Are you tired of your motherboard constantly trying to connect to the Matrix through wifi and bluetooth? Join our Minecraft SMP where we have banned all forms of technology, including those pesky drivers that enable wifi and bluetooth!

We once had a player whose motherboard was so advanced, it started communicating with aliens from a distant galaxy. Needless to say, we had to ban them before they accidentally started an intergalactic war.

Join us and experience a truly analog gaming experience where the only connection you need is with your fellow players and the virtual world of Minecraft. Say goodbye to wifi and bluetooth, and hello to a simpler, more chaotic way of life.

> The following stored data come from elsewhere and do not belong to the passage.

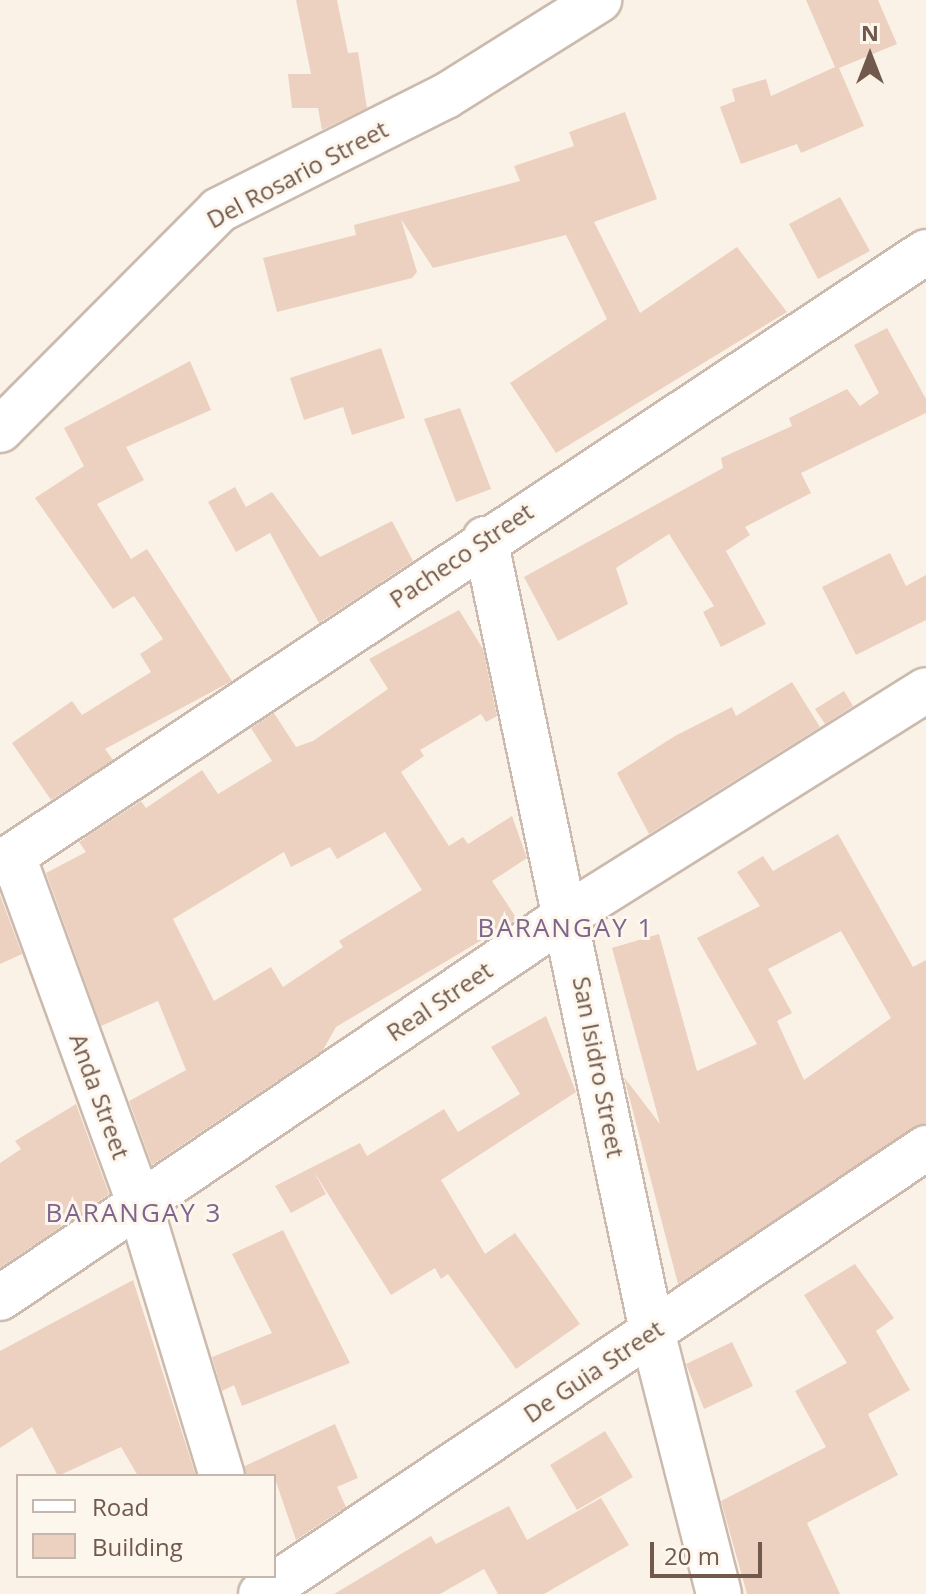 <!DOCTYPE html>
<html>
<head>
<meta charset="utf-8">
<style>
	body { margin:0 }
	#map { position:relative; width:926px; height:1594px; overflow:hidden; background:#faf2e6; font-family:"Open Sans",sans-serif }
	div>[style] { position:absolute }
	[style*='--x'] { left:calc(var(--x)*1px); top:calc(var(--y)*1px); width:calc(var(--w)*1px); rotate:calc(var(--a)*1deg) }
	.building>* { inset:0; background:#edd1c0 }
	.roads { filter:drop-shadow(2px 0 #cbbaad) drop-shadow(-2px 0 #cbbaad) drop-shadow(0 2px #cbbaad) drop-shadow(0 -2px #cbbaad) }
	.minor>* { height:44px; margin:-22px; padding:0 22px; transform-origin:22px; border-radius:22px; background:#fff }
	span { translate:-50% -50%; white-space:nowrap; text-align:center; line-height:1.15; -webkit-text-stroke:6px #fdf6ec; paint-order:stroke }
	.street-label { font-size:24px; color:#71594d }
	.neighbourhood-label { font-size:26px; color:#7f658d; letter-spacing:2px }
	.legend { position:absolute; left:16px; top:1474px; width:260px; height:104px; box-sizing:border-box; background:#fdf6ec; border:2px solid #c5b7ac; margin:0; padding:10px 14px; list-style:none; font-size:24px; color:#71594d }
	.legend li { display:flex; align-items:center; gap:16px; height:40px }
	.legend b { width:40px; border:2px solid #c5b7ac }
	.north { position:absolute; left:830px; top:16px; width:80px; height:80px; -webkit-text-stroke:6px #fdf6ec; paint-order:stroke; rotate:0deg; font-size:22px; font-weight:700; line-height:32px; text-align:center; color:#71594d }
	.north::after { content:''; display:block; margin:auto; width:28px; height:36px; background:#71594d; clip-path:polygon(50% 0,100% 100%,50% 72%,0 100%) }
	.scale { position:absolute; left:650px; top:1542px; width:112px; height:36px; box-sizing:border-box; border:4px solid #71594d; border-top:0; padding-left:10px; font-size:24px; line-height:28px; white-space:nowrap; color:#71594d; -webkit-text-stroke:6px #fdf6ec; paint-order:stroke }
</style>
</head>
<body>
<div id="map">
	<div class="building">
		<i style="clip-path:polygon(296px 0,337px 0,348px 53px,358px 52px,367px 108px,322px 130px,318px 108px,292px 108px,288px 74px,311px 74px)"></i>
		<i style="clip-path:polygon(806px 0,878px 0,897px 44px,839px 68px,864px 126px,801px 153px,797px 144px,741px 164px,720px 107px,735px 101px,732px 89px,766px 79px,771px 96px,835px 67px)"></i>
		<i style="clip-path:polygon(625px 112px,657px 199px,594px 222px,640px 313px,737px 247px,787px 312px,556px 453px,510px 383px,607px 319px,566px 235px,433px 268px,401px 219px,417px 272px,412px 278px,277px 312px,263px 258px,356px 235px,354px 225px,520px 181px,514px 166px,574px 146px,569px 132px)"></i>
		<i style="clip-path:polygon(840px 197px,870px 251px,818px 279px,789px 224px)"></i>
		<i style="clip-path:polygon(887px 328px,926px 399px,926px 413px,801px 473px,811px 493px,745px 527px,750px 535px,726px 551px,766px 624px,721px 647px,703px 612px,714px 606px,669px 534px,616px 568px,628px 604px,558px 641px,524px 577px,723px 468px,721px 458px,792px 426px,789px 418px,847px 389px,860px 406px,879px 393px,854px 345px)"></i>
		<i style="clip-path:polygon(381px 348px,405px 418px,352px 435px,343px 407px,304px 420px,290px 378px)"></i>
		<i style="clip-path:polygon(190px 361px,211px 410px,126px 447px,144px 480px,97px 504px,131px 559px,147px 549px,232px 681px,105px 749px,113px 760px,51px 800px,12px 743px,72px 701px,82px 715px,151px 672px,140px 654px,163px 639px,134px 596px,113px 609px,35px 498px,84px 466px,64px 428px)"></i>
		<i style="clip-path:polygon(460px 408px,491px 489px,456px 502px,424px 419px)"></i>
		<i style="clip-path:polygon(235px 487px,246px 507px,272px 492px,320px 557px,392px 521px,413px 561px,319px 623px,270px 533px,236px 552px,208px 502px)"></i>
		<i style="clip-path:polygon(890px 553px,906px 586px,926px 575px,926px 620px,856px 655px,822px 587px)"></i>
		<i style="clip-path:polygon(evenodd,459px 610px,483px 649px,497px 716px,486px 722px,481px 714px,420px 750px,424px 756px,401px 772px,449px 846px,463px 837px,468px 844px,512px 816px,527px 858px,492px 881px,517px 919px,336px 1027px,323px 1050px,152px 1165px,129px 1101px,186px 1070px,158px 1001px,101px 1026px,46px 873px,86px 852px,79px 842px,141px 801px,146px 808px,202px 770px,218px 794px,272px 761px,251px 728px,274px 713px,296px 747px,313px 741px,388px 689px,369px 659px,459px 610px,385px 832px,422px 890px,339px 941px,343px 947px,283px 987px,271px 967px,214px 1001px,173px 919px,284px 852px,291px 867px,330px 847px,337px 859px,385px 832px)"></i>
		<i style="clip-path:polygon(792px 682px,820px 727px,649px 834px,617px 773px,675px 736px,732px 707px,736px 716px)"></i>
		<i style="clip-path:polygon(844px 691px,853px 706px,825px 724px,815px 709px)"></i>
		<i style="clip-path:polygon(evenodd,838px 834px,913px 967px,926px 960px,926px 1123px,678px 1284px,624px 1077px,660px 1124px,612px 948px,659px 934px,697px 1071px,757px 1044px,697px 938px,760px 906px,737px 872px,763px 856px,773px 871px,838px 834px,841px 931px,891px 1018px,804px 1080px,777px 1021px,792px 1013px,768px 969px,841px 931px)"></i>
		<i style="clip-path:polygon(0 895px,22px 954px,0 964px)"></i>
		<i style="clip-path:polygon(546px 1016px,576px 1092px,441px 1180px,485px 1254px,515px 1233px,580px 1324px,516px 1369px,448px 1274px,441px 1279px,435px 1268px,391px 1295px,313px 1170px,326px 1194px,291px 1213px,275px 1186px,360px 1143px,367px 1156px,444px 1109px,458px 1132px,520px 1094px,491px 1047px)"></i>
		<i style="clip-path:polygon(76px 1104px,109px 1194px,0 1268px,0 1163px,21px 1149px,15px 1141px)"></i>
		<i style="clip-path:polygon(283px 1230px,350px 1363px,242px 1406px,234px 1385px,222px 1391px,212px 1357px,272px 1333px,232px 1254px)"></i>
		<i style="clip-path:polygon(855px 1264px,894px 1318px,876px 1331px,910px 1390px,868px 1414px,898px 1475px,807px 1523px,840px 1594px,747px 1594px,721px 1501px,826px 1447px,795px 1391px,847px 1363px,804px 1295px)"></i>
		<i style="clip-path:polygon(133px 1280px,196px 1476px,138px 1476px,121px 1447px,58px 1476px,32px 1427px,0 1448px,0 1351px)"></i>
		<i style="clip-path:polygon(732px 1342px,753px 1386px,704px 1409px,686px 1364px)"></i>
		<i style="clip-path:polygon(335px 1424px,358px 1478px,337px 1487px,346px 1507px,296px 1540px,274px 1476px,246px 1476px,245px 1466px)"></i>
		<i style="clip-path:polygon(605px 1431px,633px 1477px,577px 1510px,550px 1465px)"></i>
		<i style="clip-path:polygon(601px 1498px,629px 1545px,544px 1594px,498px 1594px,484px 1569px,440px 1594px,334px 1594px,431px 1536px,436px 1544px,509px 1506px,527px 1540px)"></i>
	</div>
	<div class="roads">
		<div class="minor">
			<i style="--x:0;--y:430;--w:310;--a:-45.1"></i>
			<i style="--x:219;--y:210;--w:254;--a:-26.7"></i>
			<i style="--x:446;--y:96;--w:181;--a:-32.1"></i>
			<i style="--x:485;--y:539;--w:809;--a:78.09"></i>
			<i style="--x:652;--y:1331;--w:271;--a:75.7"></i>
			<i style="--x:13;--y:856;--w:369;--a:70"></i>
			<i style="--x:139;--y:1203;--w:285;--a:73.1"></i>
			<i style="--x:0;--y:864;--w:1110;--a:-33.46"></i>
			<i style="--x:0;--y:1298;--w:686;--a:-34.01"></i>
			<i style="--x:569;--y:914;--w:421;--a:-32.1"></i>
			<i style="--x:261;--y:1594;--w:801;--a:-33.85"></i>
		</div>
	</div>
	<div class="street-label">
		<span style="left:297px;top:174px;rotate:-28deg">Del Rosario Street</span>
		<span style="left:461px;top:555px;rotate:-34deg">Pacheco Street</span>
		<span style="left:439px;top:1001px;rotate:-34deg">Real Street</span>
		<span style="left:599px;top:1067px;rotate:79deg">San Isidro Street</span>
		<span style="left:100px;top:1096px;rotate:70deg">Anda Street</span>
		<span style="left:593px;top:1371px;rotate:-34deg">De Guia Street</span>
	</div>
	<div class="neighbourhood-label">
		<span style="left:566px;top:928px">BARANGAY 1</span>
		<span style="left:134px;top:1213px">BARANGAY 3</span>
	</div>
	<ul class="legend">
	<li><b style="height:10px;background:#fff"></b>Road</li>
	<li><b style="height:22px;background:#edd1c0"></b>Building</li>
	</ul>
	<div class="north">N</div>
	<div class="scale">20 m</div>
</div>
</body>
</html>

Daily Server Info: September 19, 2024

Players: 95/700 Uptime: 96%
Rating: 4.6 / 5
Blood-Forged Axes Created: 10 Zeus’s Thunderbolts Captured: 1
Epic Battles Fought: 18 Divine Relics Bestowed: 10
Pirate Ghost Ships Conquered: 3 Love Letters Sent: 11
Glowing Eyes in the Dark: 3 Hidden Sanctuaries Discovered: 1
Chimeras Created: 3 Ores Mined: 1803

Random Fact: Whimsical But True: A player planted a garden of enchanted roses that sing—they’re the most beautiful alarm clocks ever.